> THE TASK
The reply must consist of the lines from the first line of the records through the line containing "2px #574a3a) drop-shadow(0", copied exactly, with every picture omitted.

> EXTRACTED INFORMATION
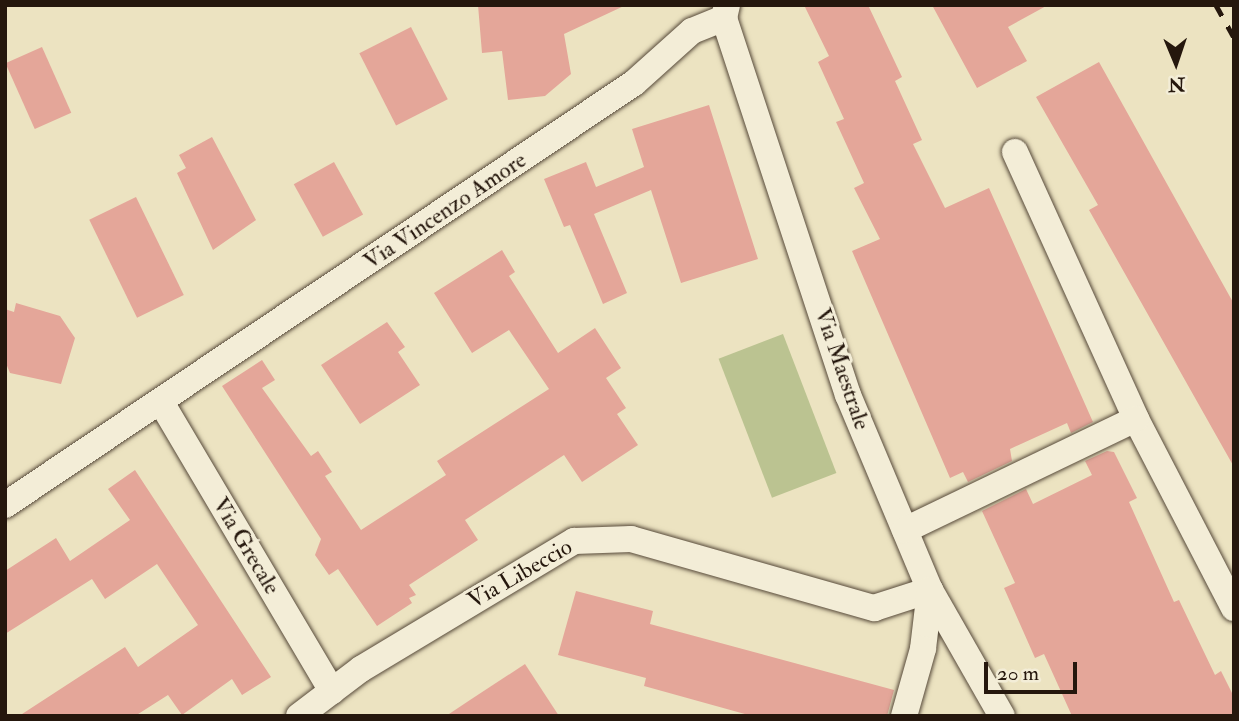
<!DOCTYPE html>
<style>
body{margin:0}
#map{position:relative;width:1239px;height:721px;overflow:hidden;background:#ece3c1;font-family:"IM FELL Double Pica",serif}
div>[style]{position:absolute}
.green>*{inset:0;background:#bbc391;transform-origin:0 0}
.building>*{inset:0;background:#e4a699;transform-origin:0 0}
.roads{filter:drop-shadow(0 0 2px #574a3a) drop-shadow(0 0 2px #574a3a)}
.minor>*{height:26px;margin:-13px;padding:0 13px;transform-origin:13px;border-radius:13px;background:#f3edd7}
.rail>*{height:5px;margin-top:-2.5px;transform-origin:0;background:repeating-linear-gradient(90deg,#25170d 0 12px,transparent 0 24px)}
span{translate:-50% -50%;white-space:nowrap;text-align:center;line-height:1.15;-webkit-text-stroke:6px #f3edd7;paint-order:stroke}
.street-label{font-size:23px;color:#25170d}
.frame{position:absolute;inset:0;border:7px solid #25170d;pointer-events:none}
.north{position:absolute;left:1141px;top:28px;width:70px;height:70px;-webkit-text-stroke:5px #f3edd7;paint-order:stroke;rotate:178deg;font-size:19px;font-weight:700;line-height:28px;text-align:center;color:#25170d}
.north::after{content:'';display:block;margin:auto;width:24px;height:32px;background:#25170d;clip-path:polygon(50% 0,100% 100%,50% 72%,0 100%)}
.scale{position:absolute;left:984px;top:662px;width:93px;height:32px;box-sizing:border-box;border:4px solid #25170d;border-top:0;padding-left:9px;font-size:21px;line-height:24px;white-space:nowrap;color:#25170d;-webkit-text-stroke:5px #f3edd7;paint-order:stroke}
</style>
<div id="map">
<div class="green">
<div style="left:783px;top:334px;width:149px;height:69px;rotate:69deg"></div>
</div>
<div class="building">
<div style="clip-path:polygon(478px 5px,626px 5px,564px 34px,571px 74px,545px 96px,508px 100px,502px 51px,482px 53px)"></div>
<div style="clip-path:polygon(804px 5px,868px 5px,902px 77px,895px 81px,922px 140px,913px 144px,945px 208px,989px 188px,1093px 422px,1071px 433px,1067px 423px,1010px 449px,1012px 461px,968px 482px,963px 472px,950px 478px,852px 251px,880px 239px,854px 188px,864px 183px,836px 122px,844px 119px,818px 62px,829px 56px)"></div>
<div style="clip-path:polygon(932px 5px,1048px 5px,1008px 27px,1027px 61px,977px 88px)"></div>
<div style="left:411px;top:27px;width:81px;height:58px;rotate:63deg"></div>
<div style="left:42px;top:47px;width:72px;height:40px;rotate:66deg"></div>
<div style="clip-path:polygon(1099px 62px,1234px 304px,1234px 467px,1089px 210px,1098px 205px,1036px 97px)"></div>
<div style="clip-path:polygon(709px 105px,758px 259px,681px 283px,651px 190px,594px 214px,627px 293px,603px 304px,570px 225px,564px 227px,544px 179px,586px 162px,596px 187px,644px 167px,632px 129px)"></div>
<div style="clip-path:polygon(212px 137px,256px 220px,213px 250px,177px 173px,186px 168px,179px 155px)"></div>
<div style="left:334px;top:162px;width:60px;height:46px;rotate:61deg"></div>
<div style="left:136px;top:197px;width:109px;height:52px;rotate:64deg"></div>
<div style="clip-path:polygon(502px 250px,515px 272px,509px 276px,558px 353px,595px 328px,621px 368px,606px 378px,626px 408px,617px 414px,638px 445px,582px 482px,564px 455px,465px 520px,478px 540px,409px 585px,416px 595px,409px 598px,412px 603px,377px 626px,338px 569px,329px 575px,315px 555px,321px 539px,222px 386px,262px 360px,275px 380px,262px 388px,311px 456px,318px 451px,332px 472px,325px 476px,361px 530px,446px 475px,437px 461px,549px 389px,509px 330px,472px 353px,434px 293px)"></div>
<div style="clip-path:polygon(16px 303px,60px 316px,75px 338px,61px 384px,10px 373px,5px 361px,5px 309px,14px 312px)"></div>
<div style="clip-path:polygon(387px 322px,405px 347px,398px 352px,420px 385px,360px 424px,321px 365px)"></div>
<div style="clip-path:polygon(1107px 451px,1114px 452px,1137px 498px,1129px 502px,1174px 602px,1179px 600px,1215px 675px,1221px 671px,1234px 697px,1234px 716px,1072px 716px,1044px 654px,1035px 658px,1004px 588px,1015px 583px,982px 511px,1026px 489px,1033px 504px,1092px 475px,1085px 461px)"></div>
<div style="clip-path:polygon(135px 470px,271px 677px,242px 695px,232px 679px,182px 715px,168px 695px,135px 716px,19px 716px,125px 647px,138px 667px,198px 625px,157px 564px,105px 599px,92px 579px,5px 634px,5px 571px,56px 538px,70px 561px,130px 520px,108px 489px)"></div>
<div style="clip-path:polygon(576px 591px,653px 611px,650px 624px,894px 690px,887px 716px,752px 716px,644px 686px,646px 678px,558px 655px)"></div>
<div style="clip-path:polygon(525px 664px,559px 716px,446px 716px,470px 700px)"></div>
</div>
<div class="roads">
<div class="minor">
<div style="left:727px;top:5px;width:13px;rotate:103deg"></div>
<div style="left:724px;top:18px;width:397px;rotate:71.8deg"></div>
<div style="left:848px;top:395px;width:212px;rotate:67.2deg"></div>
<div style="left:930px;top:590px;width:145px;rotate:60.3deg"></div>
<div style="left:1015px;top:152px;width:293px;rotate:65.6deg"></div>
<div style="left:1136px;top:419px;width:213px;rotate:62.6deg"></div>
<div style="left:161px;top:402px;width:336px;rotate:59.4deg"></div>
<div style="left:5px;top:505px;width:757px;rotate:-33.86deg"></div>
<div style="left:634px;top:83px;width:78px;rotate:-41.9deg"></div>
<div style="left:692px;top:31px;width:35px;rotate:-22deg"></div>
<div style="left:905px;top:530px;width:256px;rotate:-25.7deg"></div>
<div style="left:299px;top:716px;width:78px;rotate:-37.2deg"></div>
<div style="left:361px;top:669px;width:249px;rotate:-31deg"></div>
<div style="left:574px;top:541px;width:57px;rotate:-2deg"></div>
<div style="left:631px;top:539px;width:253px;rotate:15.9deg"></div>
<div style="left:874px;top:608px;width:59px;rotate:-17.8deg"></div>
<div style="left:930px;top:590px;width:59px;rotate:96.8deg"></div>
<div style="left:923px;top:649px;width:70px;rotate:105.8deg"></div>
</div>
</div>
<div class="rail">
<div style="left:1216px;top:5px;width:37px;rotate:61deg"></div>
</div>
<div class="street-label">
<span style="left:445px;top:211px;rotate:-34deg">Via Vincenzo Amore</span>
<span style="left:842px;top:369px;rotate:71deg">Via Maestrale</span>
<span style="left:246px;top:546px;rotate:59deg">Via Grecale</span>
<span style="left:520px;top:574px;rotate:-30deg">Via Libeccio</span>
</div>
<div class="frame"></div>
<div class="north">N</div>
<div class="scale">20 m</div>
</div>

> RESULT BELOW
<!DOCTYPE html>
<style>
body{margin:0}
#map{position:relative;width:1239px;height:721px;overflow:hidden;background:#ece3c1;font-family:"IM FELL Double Pica",serif}
div>[style]{position:absolute}
.green>*{inset:0;background:#bbc391;transform-origin:0 0}
.building>*{inset:0;background:#e4a699;transform-origin:0 0}
.roads{filter:drop-shadow(0 0 2px #574a3a) drop-shadow(0 0 2px #574a3a)}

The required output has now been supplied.